(Extracted records)
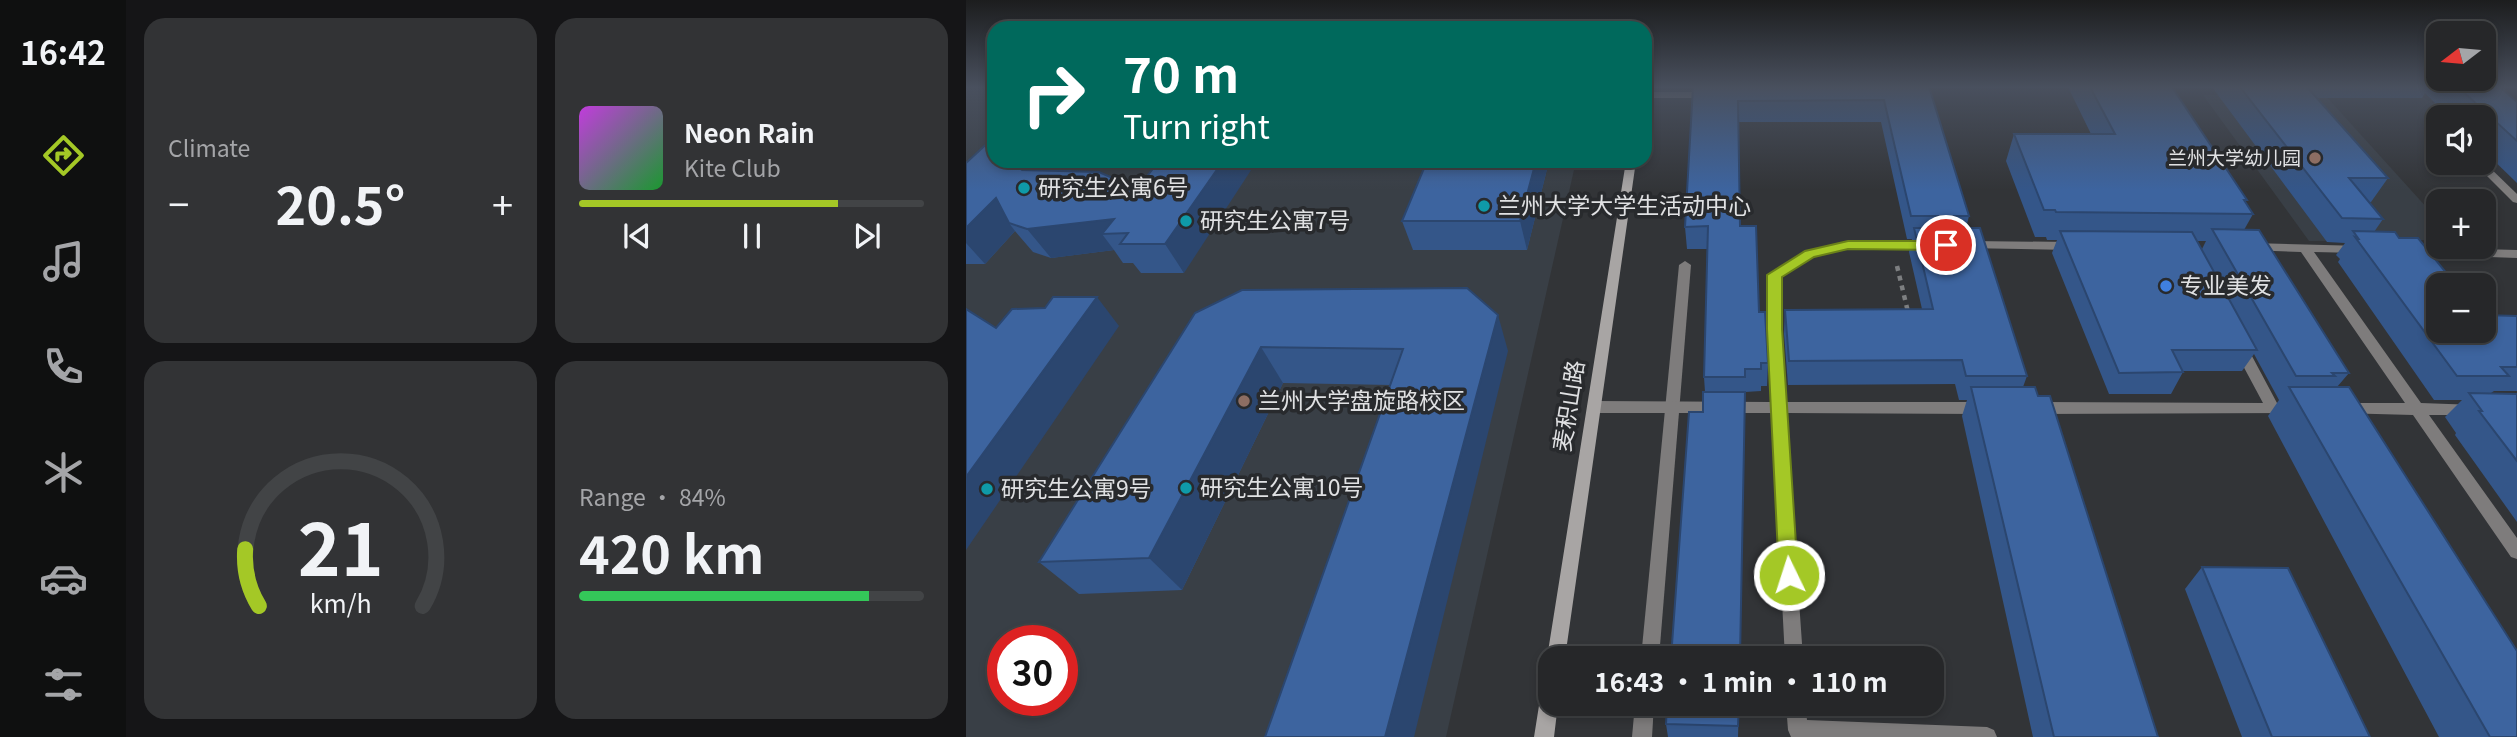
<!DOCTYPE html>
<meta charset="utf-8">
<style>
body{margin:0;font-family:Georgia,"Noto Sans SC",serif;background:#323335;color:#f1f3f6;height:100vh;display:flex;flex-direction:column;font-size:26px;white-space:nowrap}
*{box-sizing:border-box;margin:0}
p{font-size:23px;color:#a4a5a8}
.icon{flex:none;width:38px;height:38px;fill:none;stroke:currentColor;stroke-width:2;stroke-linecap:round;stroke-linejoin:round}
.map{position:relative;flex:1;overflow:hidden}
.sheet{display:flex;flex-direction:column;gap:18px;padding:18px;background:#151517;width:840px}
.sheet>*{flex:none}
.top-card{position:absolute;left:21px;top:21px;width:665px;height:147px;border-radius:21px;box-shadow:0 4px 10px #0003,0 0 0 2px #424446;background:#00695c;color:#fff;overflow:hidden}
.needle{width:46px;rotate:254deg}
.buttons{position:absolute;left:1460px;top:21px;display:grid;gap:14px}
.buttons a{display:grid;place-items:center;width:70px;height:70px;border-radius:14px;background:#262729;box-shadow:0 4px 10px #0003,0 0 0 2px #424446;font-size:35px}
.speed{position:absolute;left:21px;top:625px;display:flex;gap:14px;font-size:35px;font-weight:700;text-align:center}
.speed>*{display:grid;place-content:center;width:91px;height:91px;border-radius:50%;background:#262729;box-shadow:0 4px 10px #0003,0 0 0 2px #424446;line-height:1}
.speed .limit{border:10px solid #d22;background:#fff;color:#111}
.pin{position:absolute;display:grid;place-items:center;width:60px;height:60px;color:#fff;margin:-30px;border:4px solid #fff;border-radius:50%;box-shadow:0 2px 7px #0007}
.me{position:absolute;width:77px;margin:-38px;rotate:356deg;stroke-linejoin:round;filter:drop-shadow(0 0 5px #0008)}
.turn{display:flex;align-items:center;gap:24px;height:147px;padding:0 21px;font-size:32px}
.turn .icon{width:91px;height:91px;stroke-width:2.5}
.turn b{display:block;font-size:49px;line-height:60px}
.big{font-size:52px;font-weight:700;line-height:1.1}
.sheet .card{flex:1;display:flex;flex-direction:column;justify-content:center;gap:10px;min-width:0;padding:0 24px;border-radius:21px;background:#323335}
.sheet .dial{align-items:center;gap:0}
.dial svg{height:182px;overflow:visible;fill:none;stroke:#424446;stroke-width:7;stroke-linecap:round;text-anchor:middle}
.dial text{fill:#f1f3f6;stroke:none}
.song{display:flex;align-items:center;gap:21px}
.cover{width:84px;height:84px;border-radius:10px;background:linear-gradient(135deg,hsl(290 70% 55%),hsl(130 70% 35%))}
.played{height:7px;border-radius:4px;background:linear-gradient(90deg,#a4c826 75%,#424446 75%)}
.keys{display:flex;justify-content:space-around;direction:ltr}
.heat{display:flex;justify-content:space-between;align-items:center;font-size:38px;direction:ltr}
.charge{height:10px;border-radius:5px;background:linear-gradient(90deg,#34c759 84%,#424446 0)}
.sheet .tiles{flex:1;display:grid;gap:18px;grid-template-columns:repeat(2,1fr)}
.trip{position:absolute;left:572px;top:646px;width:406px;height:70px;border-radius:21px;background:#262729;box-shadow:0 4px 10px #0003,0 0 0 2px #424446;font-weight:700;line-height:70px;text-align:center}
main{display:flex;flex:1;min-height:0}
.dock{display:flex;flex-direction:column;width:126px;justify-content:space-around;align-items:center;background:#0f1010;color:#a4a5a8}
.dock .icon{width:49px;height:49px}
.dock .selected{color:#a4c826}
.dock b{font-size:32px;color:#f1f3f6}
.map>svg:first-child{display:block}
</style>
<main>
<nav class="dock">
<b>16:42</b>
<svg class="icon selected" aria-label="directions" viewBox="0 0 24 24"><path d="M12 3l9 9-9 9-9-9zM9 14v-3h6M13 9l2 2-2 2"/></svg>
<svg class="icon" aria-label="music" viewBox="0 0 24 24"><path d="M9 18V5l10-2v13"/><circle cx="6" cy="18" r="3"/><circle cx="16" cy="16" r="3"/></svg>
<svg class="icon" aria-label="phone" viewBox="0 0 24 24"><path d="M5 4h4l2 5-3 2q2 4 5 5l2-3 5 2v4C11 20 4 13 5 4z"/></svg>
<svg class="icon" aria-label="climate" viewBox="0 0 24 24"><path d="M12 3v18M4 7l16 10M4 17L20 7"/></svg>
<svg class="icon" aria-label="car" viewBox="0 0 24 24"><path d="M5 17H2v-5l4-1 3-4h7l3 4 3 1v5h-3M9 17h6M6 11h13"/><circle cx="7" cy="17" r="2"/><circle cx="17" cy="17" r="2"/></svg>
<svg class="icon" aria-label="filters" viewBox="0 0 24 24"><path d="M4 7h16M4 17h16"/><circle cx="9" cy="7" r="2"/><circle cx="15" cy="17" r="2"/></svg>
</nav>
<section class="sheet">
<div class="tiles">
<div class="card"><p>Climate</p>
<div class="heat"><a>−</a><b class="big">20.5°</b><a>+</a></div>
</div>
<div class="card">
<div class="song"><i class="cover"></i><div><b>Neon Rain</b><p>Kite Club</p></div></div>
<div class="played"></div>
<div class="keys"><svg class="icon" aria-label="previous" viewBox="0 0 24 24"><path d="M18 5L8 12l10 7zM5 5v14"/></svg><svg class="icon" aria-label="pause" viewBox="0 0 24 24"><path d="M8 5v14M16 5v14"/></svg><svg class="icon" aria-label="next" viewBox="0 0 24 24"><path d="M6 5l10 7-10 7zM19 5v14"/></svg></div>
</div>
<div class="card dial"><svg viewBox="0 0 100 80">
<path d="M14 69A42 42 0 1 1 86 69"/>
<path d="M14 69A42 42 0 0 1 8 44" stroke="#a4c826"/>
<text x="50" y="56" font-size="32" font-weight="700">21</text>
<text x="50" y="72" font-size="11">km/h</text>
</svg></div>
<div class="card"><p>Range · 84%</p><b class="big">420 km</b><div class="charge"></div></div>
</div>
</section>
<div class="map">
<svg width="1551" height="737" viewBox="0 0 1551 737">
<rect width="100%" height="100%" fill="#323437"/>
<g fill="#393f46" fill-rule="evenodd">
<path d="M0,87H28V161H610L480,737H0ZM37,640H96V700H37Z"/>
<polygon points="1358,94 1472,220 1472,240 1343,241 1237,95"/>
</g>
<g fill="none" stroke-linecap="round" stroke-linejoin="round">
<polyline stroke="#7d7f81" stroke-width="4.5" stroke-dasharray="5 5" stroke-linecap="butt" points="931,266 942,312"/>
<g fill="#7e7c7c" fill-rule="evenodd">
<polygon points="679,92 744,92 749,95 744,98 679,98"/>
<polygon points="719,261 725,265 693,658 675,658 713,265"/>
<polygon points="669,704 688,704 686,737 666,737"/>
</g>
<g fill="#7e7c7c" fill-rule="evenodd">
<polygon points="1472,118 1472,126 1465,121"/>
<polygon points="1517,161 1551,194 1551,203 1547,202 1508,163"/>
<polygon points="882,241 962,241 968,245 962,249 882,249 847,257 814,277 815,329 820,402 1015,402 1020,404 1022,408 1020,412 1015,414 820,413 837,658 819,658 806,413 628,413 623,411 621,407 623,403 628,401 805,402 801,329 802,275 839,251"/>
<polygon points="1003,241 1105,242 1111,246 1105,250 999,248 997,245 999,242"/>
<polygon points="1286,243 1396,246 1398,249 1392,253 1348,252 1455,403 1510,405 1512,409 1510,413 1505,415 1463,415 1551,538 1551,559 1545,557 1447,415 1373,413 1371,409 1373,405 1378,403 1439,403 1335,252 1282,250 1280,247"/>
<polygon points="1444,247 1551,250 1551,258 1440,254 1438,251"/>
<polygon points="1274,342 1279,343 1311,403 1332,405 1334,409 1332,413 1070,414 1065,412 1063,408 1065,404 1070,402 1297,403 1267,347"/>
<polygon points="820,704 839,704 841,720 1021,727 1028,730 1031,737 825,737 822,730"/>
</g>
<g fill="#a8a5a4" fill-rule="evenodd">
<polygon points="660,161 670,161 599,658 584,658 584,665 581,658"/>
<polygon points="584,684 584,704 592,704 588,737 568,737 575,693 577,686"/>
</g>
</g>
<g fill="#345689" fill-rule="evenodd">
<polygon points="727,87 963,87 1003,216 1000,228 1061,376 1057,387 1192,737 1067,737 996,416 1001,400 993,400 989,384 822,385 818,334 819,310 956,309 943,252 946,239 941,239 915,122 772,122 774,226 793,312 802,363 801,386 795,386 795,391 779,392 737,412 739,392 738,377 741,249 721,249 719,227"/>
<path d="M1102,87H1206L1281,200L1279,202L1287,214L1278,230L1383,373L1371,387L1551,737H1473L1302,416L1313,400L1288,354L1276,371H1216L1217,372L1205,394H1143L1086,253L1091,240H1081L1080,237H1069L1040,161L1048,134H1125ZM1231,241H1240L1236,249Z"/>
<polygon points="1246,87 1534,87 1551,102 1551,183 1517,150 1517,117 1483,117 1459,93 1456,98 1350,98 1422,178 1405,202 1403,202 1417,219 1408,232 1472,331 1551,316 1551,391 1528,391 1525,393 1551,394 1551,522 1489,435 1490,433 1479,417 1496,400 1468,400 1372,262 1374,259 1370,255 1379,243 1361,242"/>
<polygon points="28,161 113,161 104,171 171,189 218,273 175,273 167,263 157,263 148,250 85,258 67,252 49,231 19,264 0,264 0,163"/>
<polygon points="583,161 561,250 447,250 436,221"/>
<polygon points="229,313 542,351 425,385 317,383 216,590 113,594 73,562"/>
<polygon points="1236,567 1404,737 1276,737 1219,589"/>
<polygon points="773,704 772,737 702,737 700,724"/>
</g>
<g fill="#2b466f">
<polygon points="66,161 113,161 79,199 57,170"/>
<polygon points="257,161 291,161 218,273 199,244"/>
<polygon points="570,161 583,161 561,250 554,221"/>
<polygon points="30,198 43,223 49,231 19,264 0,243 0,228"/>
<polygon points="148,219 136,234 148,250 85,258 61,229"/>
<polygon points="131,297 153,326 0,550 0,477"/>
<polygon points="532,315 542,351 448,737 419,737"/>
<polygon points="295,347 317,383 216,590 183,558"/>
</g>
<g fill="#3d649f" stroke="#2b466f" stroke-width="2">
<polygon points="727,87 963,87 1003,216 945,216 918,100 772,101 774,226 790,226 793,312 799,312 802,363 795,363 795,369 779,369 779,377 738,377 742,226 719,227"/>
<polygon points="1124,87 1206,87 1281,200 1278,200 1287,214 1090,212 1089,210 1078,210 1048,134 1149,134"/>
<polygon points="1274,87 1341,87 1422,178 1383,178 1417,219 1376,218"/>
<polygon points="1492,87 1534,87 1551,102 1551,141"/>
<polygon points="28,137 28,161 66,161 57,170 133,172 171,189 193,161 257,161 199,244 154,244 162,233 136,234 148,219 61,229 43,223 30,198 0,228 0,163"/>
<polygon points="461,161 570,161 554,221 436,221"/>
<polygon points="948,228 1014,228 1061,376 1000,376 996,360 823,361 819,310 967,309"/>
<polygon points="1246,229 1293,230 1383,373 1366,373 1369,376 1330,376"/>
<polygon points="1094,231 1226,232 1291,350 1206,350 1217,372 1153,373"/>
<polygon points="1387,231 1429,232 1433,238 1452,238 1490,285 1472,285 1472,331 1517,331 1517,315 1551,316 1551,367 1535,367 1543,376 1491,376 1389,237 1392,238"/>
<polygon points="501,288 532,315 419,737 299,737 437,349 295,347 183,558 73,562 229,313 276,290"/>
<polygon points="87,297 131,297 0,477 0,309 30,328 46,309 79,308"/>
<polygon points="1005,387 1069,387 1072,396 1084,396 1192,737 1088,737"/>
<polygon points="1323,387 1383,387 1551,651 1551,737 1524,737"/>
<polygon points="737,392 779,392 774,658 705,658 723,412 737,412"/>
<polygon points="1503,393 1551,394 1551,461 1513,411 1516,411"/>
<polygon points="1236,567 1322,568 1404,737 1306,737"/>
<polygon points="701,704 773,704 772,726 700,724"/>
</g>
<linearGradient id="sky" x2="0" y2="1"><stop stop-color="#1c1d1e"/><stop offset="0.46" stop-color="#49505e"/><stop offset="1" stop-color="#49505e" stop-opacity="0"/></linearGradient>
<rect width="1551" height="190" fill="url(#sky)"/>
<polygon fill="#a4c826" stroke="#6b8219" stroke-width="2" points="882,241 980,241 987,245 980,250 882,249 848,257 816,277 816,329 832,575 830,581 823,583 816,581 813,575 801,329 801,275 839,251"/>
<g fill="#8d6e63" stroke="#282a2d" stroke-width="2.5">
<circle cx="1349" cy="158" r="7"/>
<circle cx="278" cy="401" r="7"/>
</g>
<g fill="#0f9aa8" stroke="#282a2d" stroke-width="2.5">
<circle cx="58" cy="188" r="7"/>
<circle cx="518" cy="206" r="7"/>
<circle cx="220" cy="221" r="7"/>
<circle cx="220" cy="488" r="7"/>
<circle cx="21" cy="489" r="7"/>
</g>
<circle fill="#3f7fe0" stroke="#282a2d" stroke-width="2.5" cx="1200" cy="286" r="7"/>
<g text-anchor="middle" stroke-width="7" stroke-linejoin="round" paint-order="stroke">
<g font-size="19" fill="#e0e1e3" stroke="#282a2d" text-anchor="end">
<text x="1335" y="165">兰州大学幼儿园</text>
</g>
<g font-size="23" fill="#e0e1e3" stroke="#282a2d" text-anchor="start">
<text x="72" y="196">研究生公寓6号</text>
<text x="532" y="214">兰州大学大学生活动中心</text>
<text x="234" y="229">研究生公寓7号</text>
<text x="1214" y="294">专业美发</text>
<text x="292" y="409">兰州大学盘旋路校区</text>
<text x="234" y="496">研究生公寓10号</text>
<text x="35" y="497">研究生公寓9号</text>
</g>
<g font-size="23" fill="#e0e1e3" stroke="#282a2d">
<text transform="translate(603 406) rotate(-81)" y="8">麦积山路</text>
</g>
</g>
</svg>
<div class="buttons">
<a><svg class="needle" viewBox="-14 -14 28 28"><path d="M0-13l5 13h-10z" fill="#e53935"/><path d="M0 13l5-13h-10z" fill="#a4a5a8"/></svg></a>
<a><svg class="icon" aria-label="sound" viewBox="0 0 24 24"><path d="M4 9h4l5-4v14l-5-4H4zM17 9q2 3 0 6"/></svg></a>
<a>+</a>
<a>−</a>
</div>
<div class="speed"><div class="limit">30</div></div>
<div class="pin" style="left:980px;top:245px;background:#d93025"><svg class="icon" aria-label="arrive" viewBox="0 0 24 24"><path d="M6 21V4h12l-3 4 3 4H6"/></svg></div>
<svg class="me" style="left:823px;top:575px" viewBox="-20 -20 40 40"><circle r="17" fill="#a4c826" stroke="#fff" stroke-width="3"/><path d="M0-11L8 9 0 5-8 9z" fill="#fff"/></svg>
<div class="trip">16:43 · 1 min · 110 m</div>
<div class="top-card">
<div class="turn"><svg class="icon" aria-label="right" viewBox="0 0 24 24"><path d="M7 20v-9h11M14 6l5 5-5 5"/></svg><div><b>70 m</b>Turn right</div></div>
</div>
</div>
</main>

* WORK REQUEST: Copy every line from the records above that contains the string "linejoin".

* WRITTEN ANSWER:
.icon{flex:none;width:38px;height:38px;fill:none;stroke:currentColor;stroke-width:2;stroke-linecap:round;stroke-linejoin:round}
.me{position:absolute;width:77px;margin:-38px;rotate:356deg;stroke-linejoin:round;filter:drop-shadow(0 0 5px #0008)}
<g fill="none" stroke-linecap="round" stroke-linejoin="round">
<g text-anchor="middle" stroke-width="7" stroke-linejoin="round" paint-order="stroke">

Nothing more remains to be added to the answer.